Demobilised Soldiers in Labour Dispute

The privatisation of China's public water supply system is already well under way. Multi-national companies from the UK, France and other countries are already signing contracts with local Chinese governments that will have a major effect on the water supply industry. Given the price hikes and quality problems that have sometimes accompanied this process elsewhere in the world, not to mention serious water shortages in China itself, the future of the public water supply system is facing a period of flux.

A recent labour dispute in north China provided a glimpse of how increased competition and the related industrial restructuring process will effect workers in the water industry. The Lanzhou City Tap Water Company is involved in a labour dispute with 21 former soldiers of the People's Liberation Army (PLA). Government policy in China dictates that demobilised soldiers should be given preferential treatment in job placements and that their housing, pay and benefits should match what they received in the army. However, the "iron will of the market" is rendering such regulations somewhat obsolete.

The former soldiers have filed a case with the Gansu Province Labour Disputes and Arbitration Committee (LDAC), claiming that although they had each paid a Rmb 10,000 training fee to the company up to three years ago, they are still without jobs, homes and related benefits. An official from the Lanzhou Civil Affairs Bureau agreed with the soldiers' claim, accusing the company of "ignoring the serious responsibility that has been placed on them by the government to protect the rights of our veterans."

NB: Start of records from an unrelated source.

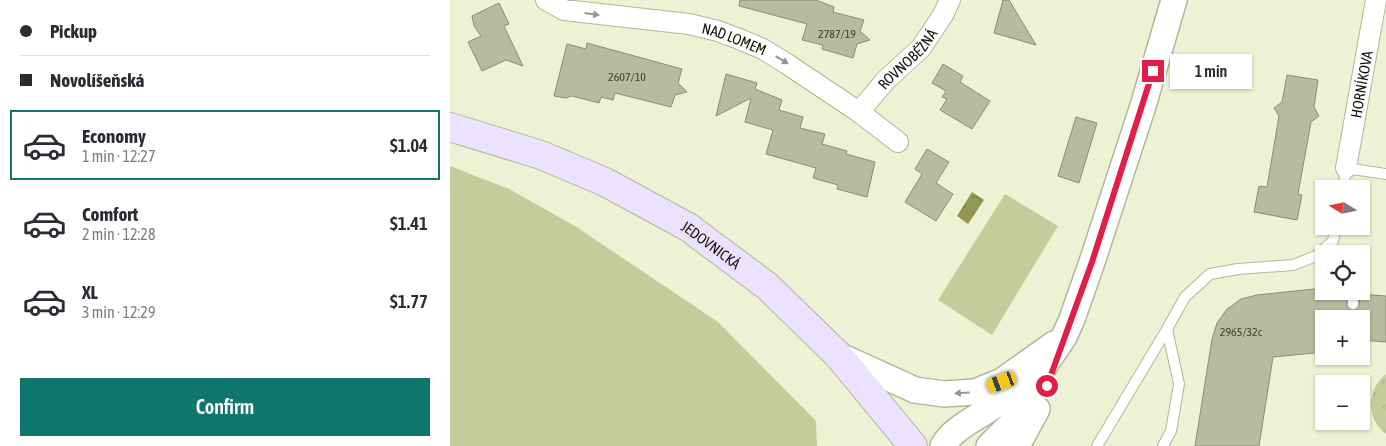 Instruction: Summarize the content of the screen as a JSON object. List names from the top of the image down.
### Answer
{
  "streets": {
    "main road": ["JEDOVNICKÁ"],
    "street": ["NAD LOMEM", "ROVNOBĚŽNÁ", "HORNÍKOVA"]
  },
  "crossings": [
    ["NAD LOMEM", "ROVNOBĚŽNÁ"]
  ],
  "one_way": ["NAD LOMEM"],
  "house_numbers": ["2787/19", "2607/10", "2965/32c"],
  "north": "left",
  "page": {
    "banner": ["Pickup", "Novolíšeňská"],
    "bubble": "1 min",
    "list": [
      {
        "name": "Economy",
        "note": "1 min · 12:27",
        "value": "$1.04"
      },
      {
        "name": "Comfort",
        "note": "2 min · 12:28",
        "value": "$1.41"
      },
      {
        "name": "XL",
        "note": "3 min · 12:29",
        "value": "$1.77"
      }
    ],
    "map_buttons": ["+", "−"],
    "buttons": "Confirm"
  }
} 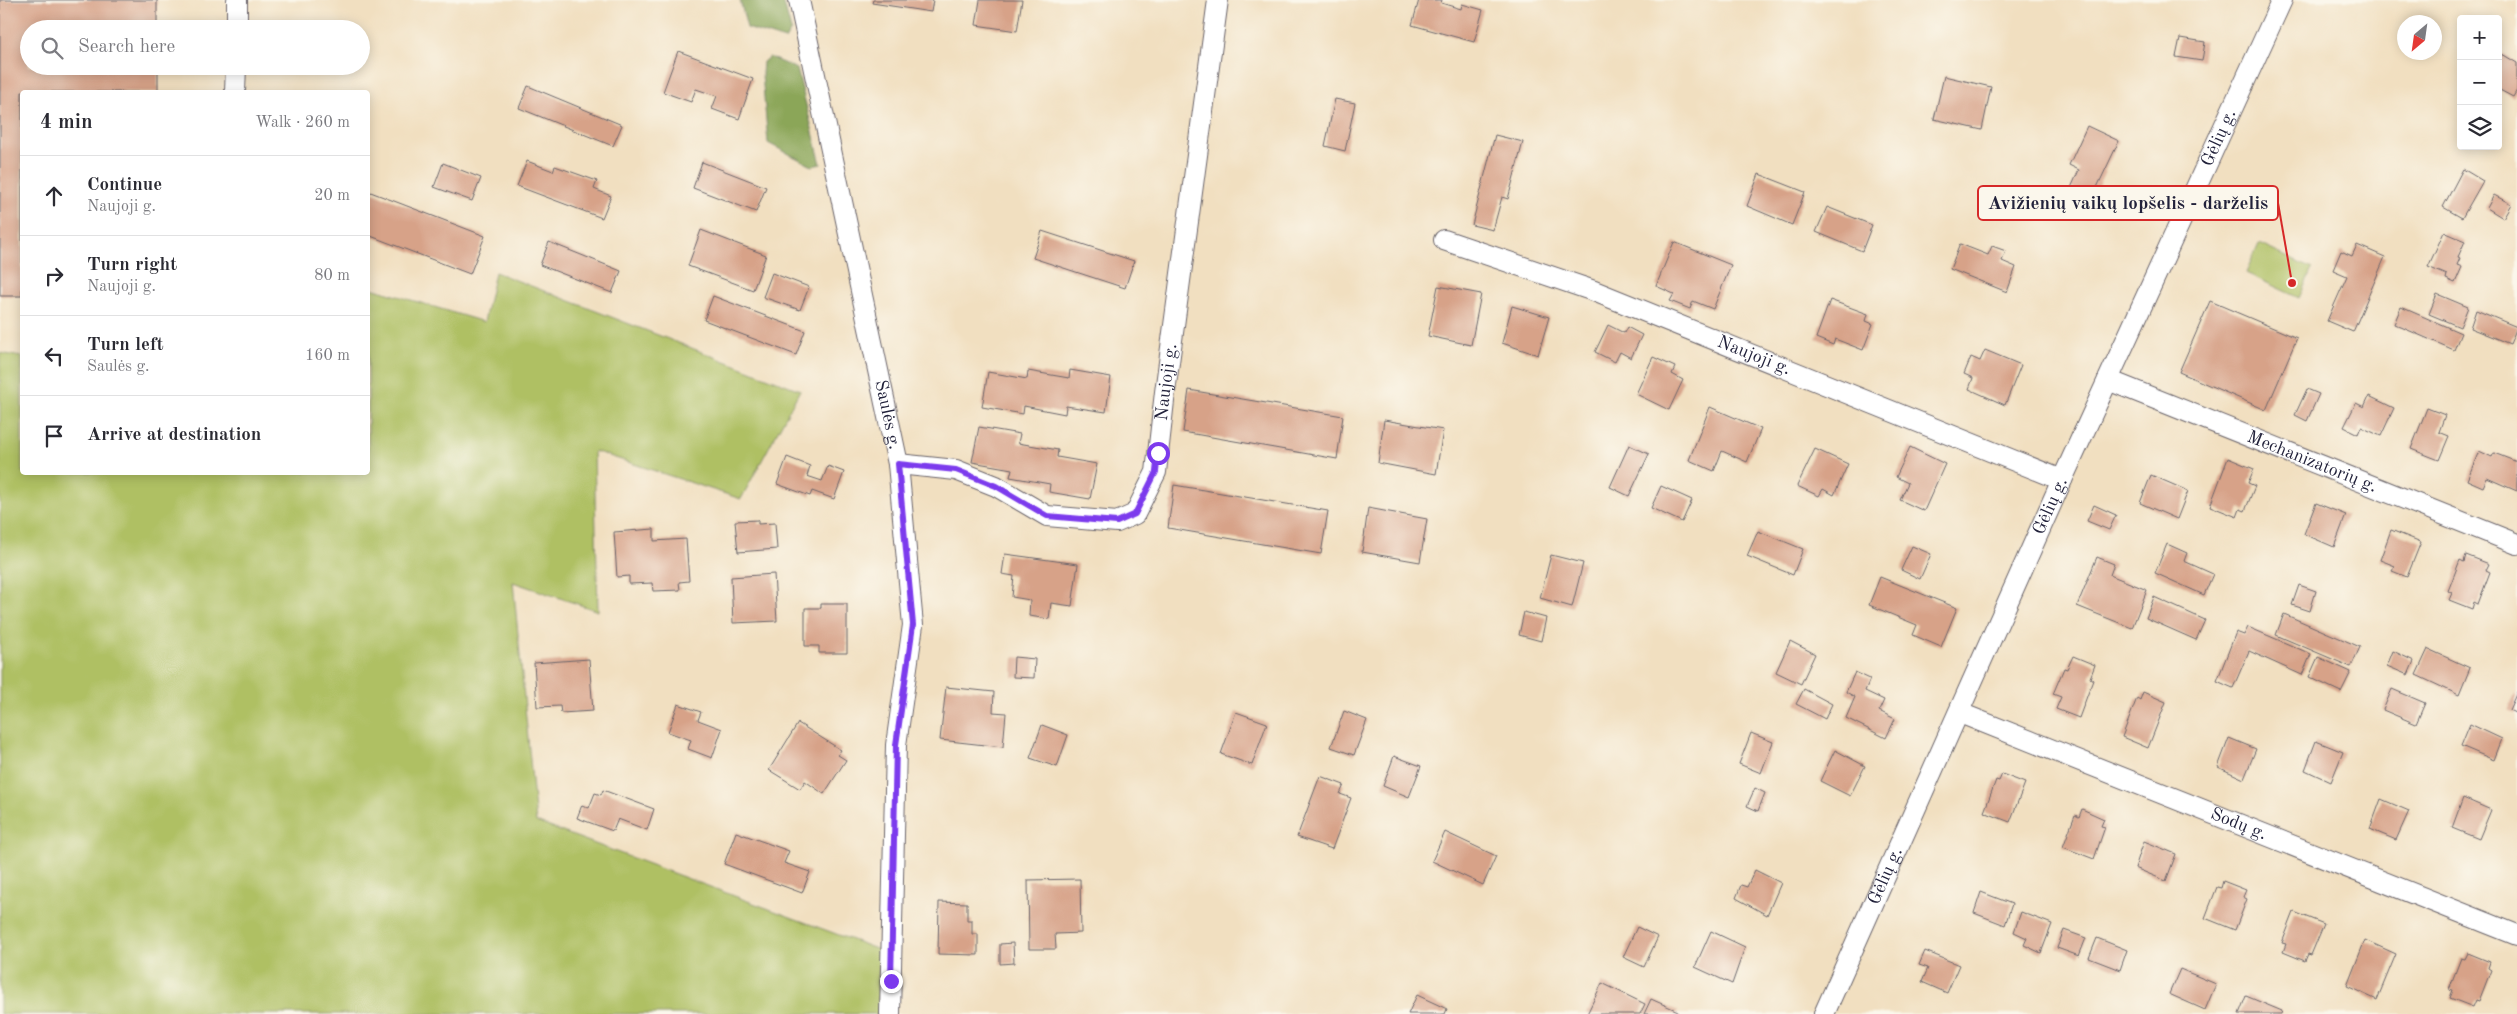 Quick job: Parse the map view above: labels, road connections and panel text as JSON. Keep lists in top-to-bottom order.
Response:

However, Wei Lizhi, the tap water company's personnel chief pointed to the new realities in China. She claimed the company had already placed a number of demobilised soldiers and that their salaries were "based on how long they were in the army" minus fees for unemployment, housing and their pensions. Moreover, the company had been

"accepting demobilised soldiers for 40 years and we are very aware of the regulations. But we can't place people right away, and usually people have to wait for people to retire to fill a new vacancy…[I]f there's only a place for one person to work and one is enough, we can't help the demobilised soldiers by putting two in their place. That's bad business."